Remnants of the crash, recovered about 80% with the help of the U.S. Navy. (KIRO, CNN)

Sunday, September 4th in the Mutiny Bay area disaster struck. A float plane carrying ten passengers, including one minor, crashed into the water near Whidbey Island. The plane took flight from Friday Harbor and was bound for Renton, Washington when it went down shortly after 3 p.m. Many nearby boaters and beachgoers reported seeing the plane nosedive followed by a loud crash. The cause of the plane’s sudden fall after a brief 18 minutes in the air is still under investigation.  

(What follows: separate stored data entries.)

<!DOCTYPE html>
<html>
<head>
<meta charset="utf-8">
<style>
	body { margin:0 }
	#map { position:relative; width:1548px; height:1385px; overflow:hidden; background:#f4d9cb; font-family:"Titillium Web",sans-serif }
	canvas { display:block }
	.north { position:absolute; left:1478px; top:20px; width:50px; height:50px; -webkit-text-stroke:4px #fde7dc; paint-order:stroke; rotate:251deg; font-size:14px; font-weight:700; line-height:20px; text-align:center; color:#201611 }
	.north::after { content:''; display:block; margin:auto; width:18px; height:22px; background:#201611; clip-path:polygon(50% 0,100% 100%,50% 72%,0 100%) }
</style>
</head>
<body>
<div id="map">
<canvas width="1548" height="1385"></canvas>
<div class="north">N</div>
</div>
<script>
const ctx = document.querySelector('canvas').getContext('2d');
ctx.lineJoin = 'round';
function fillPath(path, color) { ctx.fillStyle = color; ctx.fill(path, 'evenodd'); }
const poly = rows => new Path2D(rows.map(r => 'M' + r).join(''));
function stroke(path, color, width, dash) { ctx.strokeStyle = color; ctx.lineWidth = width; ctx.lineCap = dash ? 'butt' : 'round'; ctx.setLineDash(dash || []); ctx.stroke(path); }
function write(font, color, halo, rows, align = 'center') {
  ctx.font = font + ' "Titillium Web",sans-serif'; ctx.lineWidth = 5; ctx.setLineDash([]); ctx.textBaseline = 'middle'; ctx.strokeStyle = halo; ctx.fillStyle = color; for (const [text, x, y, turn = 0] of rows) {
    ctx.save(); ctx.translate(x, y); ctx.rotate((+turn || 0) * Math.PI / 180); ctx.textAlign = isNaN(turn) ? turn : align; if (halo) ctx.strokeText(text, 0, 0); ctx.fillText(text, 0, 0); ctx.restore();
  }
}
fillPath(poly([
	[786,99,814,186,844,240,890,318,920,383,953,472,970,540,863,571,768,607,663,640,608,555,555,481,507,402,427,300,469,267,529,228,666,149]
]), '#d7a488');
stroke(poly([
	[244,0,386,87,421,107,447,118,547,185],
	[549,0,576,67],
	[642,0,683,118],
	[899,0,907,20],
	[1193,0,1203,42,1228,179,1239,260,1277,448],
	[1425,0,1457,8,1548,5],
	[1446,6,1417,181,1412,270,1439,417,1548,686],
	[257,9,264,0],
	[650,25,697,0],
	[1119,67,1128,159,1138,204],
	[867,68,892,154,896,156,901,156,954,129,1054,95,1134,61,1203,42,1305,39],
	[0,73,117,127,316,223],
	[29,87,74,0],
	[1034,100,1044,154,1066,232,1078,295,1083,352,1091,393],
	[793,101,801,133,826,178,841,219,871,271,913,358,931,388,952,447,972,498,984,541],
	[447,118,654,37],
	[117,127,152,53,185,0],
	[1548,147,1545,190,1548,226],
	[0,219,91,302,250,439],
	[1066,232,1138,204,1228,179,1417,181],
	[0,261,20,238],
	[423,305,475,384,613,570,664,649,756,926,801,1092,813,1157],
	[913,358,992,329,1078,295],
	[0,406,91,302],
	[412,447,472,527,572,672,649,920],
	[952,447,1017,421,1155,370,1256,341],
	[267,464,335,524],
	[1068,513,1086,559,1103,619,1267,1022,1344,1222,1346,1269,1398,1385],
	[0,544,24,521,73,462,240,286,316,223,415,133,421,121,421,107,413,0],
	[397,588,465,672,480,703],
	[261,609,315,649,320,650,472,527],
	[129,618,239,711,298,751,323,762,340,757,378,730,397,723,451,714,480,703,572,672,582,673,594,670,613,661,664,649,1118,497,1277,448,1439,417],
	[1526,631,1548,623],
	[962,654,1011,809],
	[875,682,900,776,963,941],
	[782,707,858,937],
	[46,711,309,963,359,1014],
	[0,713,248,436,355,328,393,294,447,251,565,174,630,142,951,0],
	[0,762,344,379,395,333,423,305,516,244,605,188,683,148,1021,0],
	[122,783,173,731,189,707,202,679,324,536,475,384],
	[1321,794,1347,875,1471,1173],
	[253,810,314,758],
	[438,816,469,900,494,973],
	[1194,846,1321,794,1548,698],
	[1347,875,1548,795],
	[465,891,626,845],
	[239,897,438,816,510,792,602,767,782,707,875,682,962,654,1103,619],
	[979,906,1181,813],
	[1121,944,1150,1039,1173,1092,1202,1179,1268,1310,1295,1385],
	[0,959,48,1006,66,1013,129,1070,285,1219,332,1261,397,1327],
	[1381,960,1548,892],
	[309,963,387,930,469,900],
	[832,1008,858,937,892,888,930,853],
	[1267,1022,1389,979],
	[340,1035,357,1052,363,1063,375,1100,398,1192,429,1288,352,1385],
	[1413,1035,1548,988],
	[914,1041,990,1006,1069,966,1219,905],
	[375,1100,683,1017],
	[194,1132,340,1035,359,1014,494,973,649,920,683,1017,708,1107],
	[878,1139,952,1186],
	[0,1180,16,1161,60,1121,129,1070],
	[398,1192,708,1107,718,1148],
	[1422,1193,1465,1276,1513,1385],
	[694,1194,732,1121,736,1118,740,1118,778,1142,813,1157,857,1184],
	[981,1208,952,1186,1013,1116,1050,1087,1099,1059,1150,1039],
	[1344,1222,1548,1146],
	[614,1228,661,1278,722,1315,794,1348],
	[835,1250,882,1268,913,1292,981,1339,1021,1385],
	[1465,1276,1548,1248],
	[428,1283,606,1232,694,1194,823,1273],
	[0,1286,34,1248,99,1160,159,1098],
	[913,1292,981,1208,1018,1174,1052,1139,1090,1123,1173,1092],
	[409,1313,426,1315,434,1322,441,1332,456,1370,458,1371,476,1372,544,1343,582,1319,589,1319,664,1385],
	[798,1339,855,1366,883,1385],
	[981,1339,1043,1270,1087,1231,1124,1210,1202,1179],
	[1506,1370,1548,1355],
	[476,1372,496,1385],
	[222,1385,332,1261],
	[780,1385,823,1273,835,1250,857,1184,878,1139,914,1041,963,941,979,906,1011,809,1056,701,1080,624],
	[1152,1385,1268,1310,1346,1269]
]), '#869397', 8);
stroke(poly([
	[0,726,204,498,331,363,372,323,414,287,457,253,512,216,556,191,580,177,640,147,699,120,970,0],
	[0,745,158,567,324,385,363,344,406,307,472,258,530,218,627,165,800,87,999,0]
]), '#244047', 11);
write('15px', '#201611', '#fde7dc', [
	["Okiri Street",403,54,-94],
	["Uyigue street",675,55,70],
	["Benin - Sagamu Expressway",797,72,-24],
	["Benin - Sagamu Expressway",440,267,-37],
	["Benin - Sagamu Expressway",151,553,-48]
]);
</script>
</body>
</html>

The United States Coastguard and local agencies started the search for the missing passengers several hours after the initial crash. The search was spread over 2,100 nautical miles within the bay itself as well as nearby land. Witnesses to the crash were able to recover one of the passengers as well as some debris. Monday morning the search was suspended with one pronounced dead and nine passengers, including the pilot, unaccounted for.  

The plane and passengers remained missing until Saturday, September 10th when the National Transportation Safety Board reported that the wreckage had been found 190 feet below the water’s surface near Whidbey Island. The plane was located through the National Oceanic and Atmospheric Administration and the University of Washington’s Applied Physics Laboratory’s combined effort and skills.  

Through recovering the plane, nearly a month after the initial crash, six more bodies have been accounted for. There was also a body washed ashore the Dungeness Spit on September 14th, officials are still determining whether the body belonged to one of the 9 who were still missing.  Around 80% of the float plane has been recovered, as well as the engine.